The second solution gives many implicit examples (which may or may not be finitely generated). Note that the generator x_0 of F does not fix any point in the open unit interval. Now take any element g such H=\langle x_0, g\rangle is a proper subgroup of F and not inside any proper subgroup of finite index. Then any maximal subgroup  containing H is an example we need. The fact that H is not inside any proper subgroup of finite index is easy to establish. Indeed, every non-Abelian homomorphic image of F is F itself. So it is enough to show that the images of x_0, g in F/[F,F] generate the whole F/[F,F]. For example, one can take g=x_1x_2x_1^{-1}.

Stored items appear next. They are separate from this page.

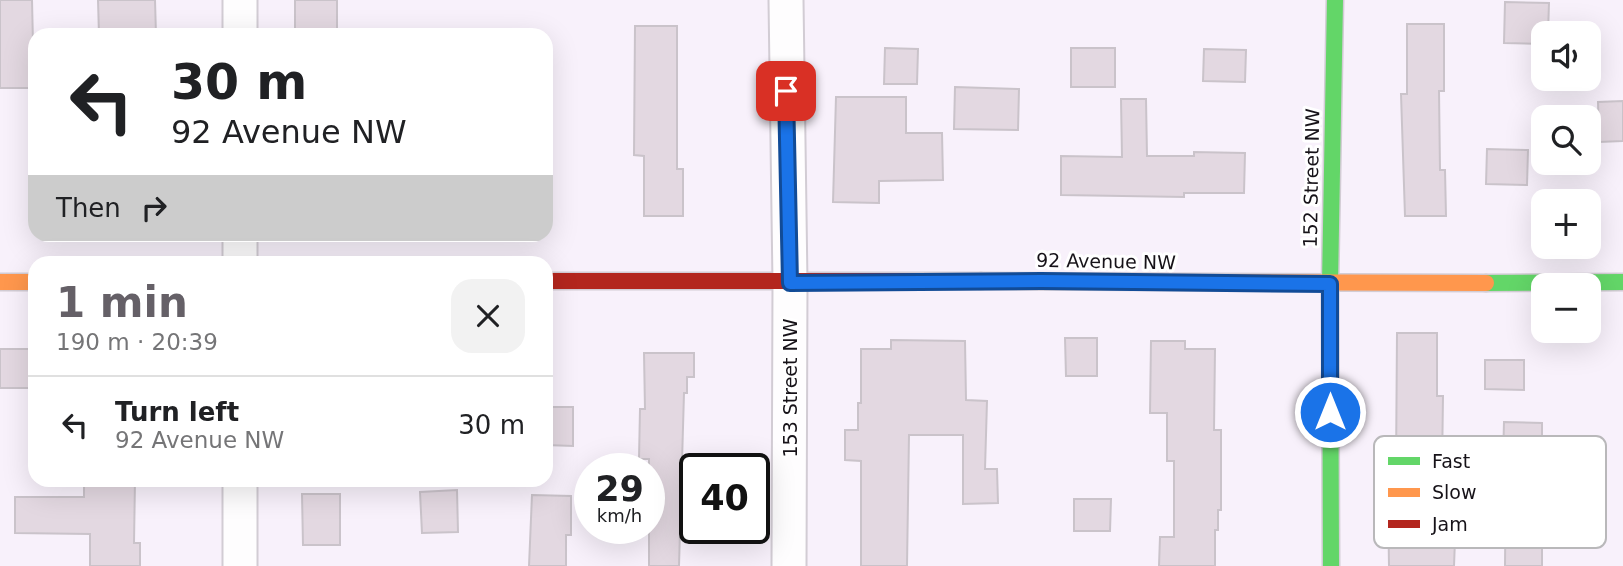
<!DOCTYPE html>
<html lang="en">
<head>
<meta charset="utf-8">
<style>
	body { margin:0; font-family:"DejaVu Sans",sans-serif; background:#f2f2f2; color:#202124; height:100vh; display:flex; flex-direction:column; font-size:26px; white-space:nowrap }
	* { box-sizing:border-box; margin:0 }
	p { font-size:23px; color:#757577 }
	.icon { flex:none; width:38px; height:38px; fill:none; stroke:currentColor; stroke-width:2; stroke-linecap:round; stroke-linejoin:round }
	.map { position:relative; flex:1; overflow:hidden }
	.sheet { position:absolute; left:28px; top:256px; width:525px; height:231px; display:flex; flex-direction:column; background:#fff; border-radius:21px; box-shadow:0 7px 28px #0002 }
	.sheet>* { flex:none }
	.hud { position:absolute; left:28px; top:28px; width:525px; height:214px; border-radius:21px; box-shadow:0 7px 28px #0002; background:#fff; color:#202124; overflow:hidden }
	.tools { position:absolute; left:1531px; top:21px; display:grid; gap:14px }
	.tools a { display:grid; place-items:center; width:70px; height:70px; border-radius:14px; background:#fff; box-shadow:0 7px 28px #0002; font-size:35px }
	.speed { position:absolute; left:574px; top:453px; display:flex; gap:14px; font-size:35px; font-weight:700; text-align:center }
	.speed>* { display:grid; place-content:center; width:91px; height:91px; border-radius:50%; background:#fff; box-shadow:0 7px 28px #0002; line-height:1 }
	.speed small { font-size:18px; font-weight:400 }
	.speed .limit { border:4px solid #111; border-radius:10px; background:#fff; color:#111 }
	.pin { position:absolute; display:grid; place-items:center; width:60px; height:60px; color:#fff; margin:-30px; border-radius:14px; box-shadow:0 4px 10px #0006 }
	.me { position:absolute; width:77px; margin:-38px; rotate:0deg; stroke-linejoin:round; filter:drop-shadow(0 0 5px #0008) }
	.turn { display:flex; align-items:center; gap:24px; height:147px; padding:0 28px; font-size:32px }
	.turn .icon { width:91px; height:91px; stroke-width:2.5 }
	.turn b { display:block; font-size:49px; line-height:60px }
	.then { display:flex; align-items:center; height:66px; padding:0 28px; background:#0003; gap:14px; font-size:26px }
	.round { display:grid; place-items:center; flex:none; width:74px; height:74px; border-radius:21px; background:#f2f2f2 }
	.headline { display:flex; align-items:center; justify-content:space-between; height:119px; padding:0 28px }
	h1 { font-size:42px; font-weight:800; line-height:52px; color:#656067 }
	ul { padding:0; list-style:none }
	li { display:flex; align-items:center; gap:21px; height:98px; padding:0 28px; border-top:2px solid #e0e0e0 }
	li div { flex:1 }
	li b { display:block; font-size:26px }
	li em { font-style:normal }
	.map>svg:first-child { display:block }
</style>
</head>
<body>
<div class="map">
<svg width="1623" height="566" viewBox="0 0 1623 566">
	<rect width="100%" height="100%" fill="#f8f1fb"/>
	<g fill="#e3d8e1" stroke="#cac3ca" stroke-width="2">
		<path d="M0,0H32L34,88H0Z"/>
		<path d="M98,0H155L156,35H99Z"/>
		<rect x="295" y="0" width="42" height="35"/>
		<path d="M1505,2L1549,3L1548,33H1544V44L1504,43Z"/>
		<path d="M1407,24H1444V91H1439L1440,170H1445L1446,216H1405L1401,94H1407Z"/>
		<path d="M635,26H677V169H683V216H644V156L634,155Z"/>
		<path d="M885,48L918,49L917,84H884Z"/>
		<rect x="1071" y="48" width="44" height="39"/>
		<path d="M1204,49L1246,50L1245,82L1203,81Z"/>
		<path d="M955,87L1019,89L1018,130L954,129Z"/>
		<path d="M836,97H906V133H942L943,180L879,181V203L833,202Z"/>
		<path d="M1121,99H1146L1147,156H1194V152L1245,153L1244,193H1184V197L1061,195V156L1122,157Z"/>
		<path d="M1623,101V141L1599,142L1598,102Z"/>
		<path d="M1487,149L1528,150L1527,185L1486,184Z"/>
		<path d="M1397,333H1437V396H1443L1441,540H1455L1454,566H1389L1388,498H1394L1393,468H1396Z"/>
		<path d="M1065,338H1097V376H1066Z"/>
		<path d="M891,340L965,341L966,400L987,401L985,469H997L998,503L963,504V435H909L907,566H861V461L845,460V430H858V403H861V349H891Z"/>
		<path d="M1151,341H1185V349H1215L1214,430H1221V510H1218V530H1215V566H1159L1160,537H1174V461H1167V413H1150Z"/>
		<rect x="0" y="349" width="35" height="39"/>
		<path d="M644,353H694V377H687V393H684L679,566H649V459H639L640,409H645Z"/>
		<path d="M1485,360H1524V390L1485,389Z"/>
		<path d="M546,407H573V446L546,445Z"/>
		<path d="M1504,422L1542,423V566H1505L1506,461H1503Z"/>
		<path d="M84,480H135L134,543H140V566H90V534L15,533V497H84Z"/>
		<path d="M457,490L458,532L422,533L420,492Z"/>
		<path d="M302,494H340V545H303Z"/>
		<path d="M532,495L571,496V535H566V566H529Z"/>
		<path d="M1074,499H1111L1110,531H1074Z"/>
	</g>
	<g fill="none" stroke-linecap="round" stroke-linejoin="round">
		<g stroke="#d2ccd4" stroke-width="37">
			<g id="street">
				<path d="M240,0V35"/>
				<path d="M786,0L790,283L789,566"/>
				<path d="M240,234V262"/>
				<path d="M240,480V566"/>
			</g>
		</g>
		<g stroke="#d2ccd4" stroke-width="19">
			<g id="fast">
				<path d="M1486,283L1623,282"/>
				<path d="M1331,566L1330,284L1335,0"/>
			</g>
		</g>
		<g stroke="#d2ccd4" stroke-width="19">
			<g id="slow">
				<path d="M981,281L1486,283"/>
				<path d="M0,282H35"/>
			</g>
		</g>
		<g stroke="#d2ccd4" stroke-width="19">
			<path id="jam" d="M546,281H981"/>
		</g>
		<use href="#street" stroke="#fefdfe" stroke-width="33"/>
		<use href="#fast" stroke="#63d668" stroke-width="16"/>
		<use href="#slow" stroke="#ff974d" stroke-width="16"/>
		<use href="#jam" stroke="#b3261e" stroke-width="16"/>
	</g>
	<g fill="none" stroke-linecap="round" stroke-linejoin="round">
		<g stroke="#114b97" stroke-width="18">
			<path id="route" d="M786,91L790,283L1041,281L1330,284V412"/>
		</g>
		<use href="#route" stroke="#1a73e8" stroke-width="12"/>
	</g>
	<g text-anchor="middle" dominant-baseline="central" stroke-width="6" stroke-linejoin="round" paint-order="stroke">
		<g font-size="19" fill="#161218" stroke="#fff">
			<text transform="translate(1311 178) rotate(-89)">152 Street NW</text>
			<text transform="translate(1106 261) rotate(1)">92 Avenue NW</text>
			<text transform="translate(790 388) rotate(-90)">153 Street NW</text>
		</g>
	</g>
	<rect x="1374" y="436" width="232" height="112" rx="10" fill="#fff" stroke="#b9b8ba" stroke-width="2"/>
	<rect x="1388" y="457" width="32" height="8" fill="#63d668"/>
	<rect x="1388" y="488" width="32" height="9" fill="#ff974d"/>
	<rect x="1388" y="520" width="32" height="8" fill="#b3261e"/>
	<g font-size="19" fill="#161218">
		<text x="1432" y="468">Fast</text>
		<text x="1432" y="499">Slow</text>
		<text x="1432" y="531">Jam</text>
	</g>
</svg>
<div class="tools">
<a><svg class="icon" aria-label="sound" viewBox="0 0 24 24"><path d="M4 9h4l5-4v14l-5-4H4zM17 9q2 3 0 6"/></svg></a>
<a><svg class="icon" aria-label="search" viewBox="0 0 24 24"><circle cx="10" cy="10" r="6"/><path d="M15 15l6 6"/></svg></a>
<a>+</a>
<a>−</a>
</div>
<div class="speed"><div>29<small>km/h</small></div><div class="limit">40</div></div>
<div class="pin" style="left:786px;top:91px;background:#d93025"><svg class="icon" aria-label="arrive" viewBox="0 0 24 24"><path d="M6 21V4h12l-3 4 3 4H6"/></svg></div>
<svg class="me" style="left:1330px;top:412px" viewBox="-20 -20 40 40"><circle r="17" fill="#1a73e8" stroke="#fff" stroke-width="3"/><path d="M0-11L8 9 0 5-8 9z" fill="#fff"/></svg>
<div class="hud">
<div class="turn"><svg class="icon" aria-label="left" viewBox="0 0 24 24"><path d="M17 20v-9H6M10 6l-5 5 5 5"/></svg><div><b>30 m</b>92 Avenue NW</div></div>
<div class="then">Then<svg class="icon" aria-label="right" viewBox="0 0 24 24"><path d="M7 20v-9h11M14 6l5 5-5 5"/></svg></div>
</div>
<section class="sheet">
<div class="headline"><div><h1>1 min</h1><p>190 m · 20:39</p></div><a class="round"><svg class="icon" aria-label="close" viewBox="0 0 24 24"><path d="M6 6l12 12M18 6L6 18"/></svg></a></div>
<ul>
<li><svg class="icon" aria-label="left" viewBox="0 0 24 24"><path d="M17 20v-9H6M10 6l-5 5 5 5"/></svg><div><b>Turn left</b><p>92 Avenue NW</p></div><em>30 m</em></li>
</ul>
</section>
</div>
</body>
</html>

The non-trivial thing is to prove that H is proper. Indeed, the only previously known (more precisely – previously published) way to show that a subgroup of F is proper is to show that it is inside some proper subgroup of finite index of F or fixes a point on the open unit interval. We employ a 2-dimensional analog of Stallings’ solution of the membership problem for subgroups of free groups. For every  subgroup of F viewed as the diagram group over the Dunce hat, we construct what we called a Stallings 2-core which is a directed 2-complex with a distinguished 1-path p and a map into the Dunce hat (which is also a directed 2-complex). In the case of the free group, the Stallings core is an automaton which accepts a reduced word if and only if it belongs to the subgroup. In the case of F, the Stallings 2-core is a 2-automaton which “accepts” reduced diagrams from H (but not only these diagrams). In the case of g=x_1x_2x_1^{-1} we construct the Stallings 2-core and show that x_1 is not “accepted” by it. So x_1\not\in H, and H is indeed a proper subgroup of F. Although the method of Stallings 2-cores was never published before, we discussed it with Victor Guba long ago (in 1998 or even earlier). We wanted to write a paper about it but never had time to do that.

Note that the question of when the Stallings 2-core of a subgroup H of a diagram group accepts only the diagrams from H is very interesting because in that case, H is a diagram group itself. This is how, together with Victor Guba, we represented the derived subgroup [F,F] as a diagram group (see Theorem 26 in this paper).

If U is a finite set of finite binary fractions, then it is easy to see that the subgroup H_U of all elements of F that fix each number from U is just the direct product of |U|+1 copies of F. Savchuk studied these subgroups too, proving that their Schreier graphs are also amenable. We prove in our paper that for every U there are only finitely many subgroups of F containing H_U (moreover the lattice of subgroups of F containing H_U is anti-isomorphic to the Boolean lattice of subsets of U). This implies that F is quasi-residually finite (in our terminology), that is it has a decreasing sequence of finitely generated subgroups F > P_1 > P_2 > ... such that the intersection of these subgroups is trivial and for each i there are only finitely many subgroups of F containing P_i.   That is also a counter-intuitive property of F.